Des Traversées Tatihou festives et arrosées...

Étude 4 L'arrivée sur l'île avec le Tatihou III - Étude 4 en mouvement devant la tour Vauban. Photographies © Patricia Segretinat

...Arrosées parfois par la pluie, parfois à la bière ou au cidre cotentinais. Une 29e année des Traversées Tatihou, plus courte à cause des grandes marées tardives fin août début septembre. Pas de chapiteau à Saint-Vaast ni de village du festival, mais une scène ouverte avec les groupes régionaux et des concerts dans les salles communales alentour. Toujours bien sûr les doubles concerts dans le grand chapiteau, sur l'île de Tatihou à 2 km de marche les pieds mouillés, à la pointe Est du Cotentin. Souvent précédé d'un concert en plein air à petite jauge devant la tour Vauban, ou dans les jardins. Mais il faut alors prendre le nouveau bateau amphibie, le Tatihou III, pour arriver à temps, car la mer est encore haute. Quand la grande troupe des marcheurs, elle, se prépare à traverser pour accéder à l'île. Environ 6 000 festivaliers sur six jours dont un millier pour les animations gratuites, déambulations, musique et danse, et 4 000 pour les concerts sur l'île.

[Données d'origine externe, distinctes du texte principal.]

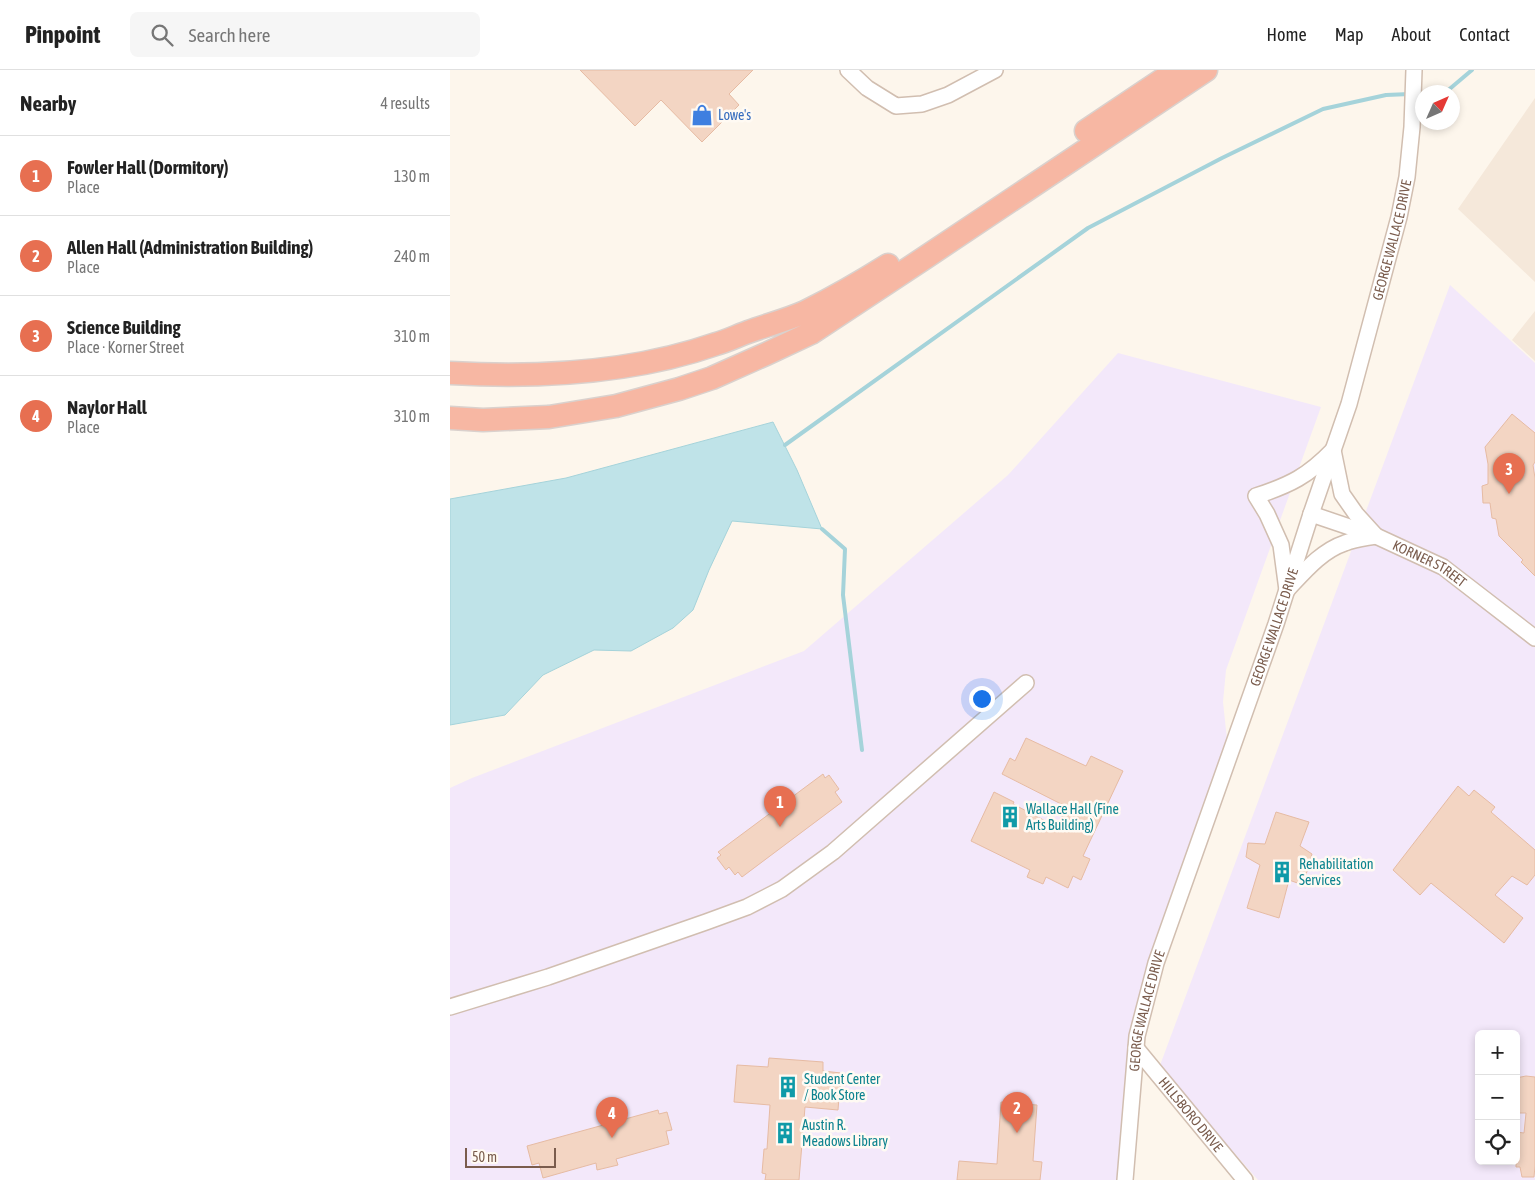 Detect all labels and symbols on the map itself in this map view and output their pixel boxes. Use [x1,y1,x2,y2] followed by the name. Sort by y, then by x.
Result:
[1415,85,1460,130] north arrow
[689,102,715,128] shop icon: Lowe's
[718,107,751,123] place label: Lowe's
[1369,178,1414,302] street label: GEORGE WALLACE DRIVE
[1493,453,1525,494] pin: 3
[1390,537,1470,590] street label: KORNER STREET
[1247,566,1301,688] street label: GEORGE WALLACE DRIVE
[969,686,995,712] your location
[764,786,796,827] pin: 1
[1026,801,1119,833] place label: Wallace Hall (Fine Arts Building)
[997,804,1023,830] building icon: Wallace Hall (Fine Arts Building)
[1299,856,1374,888] place label: Rehabilitation Services
[1269,859,1295,885] building icon: Rehabilitation Services
[1126,948,1168,1072] street label: GEORGE WALLACE DRIVE
[804,1071,881,1103] place label: Student Center / Book Store
[775,1074,801,1100] building icon: Student Center / Book Store
[1155,1074,1226,1155] street label: HILLSBORO DRIVE
[1001,1092,1033,1133] pin: 2
[596,1097,628,1138] pin: 4
[802,1117,888,1149] place label: Austin R. Meadows Library
[772,1120,798,1146] building icon: Austin R. Meadows Library
[465,1145,556,1168] scale bar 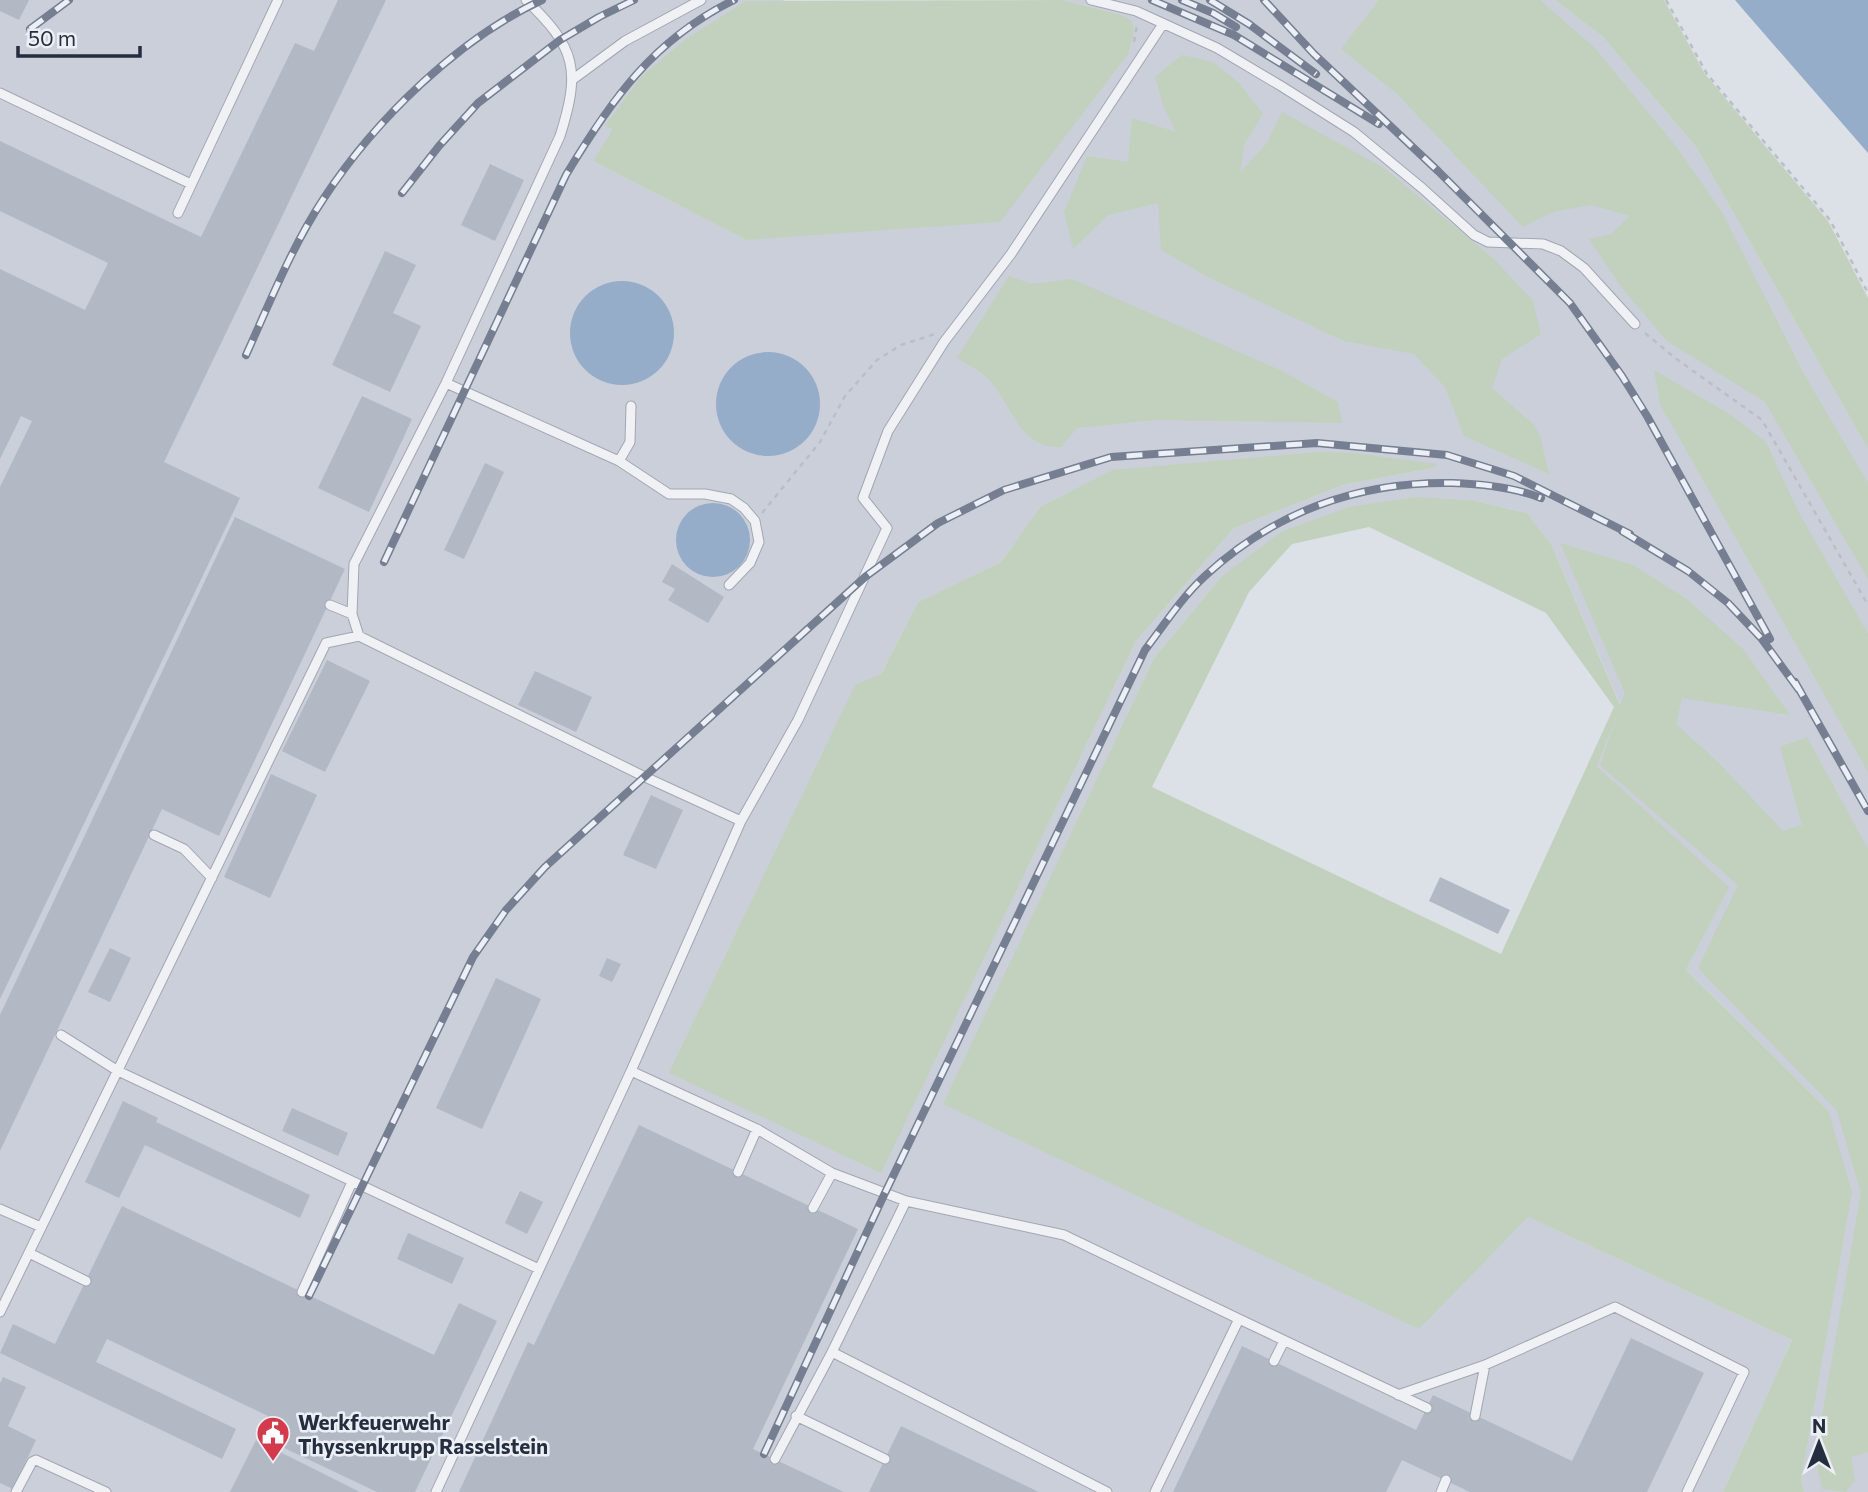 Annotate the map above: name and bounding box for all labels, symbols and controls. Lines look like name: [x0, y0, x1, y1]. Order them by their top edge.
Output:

Jeudi, avec un bateau de retard, on arrive juste à temps pour le second moment du spectacle sous la tour Vauban. Une bande-son parlée et rythmée, le danseur, Yannick Hugron, en est peut-être le récitant, raconte des premiers souvenirs de danse basque et l'évolution de celle-ci du masculin au féminin. La danseuse, Aina Alegre en est aussi la chorégraphe et la conceptrice d'Étude 4. Un joli moment entre tradition et contemporain, dans le vent et la bruine.

Le duo Caamano & Ameixeiras Le duo Caamano & Ameixeiras – Carlos Nunez et sa gaïta. Photoghraphies © Patricia Segretinat.

Dans le chapiteau, on se retrouve en Galice, d'abord avec un duo féminin, Sabela Caamano à l'accordéon et Antia Ameixeiras au violon et au chant. Un duo tout neuf qui compose à partir de la tradition en la réinventant. Très vivifiant.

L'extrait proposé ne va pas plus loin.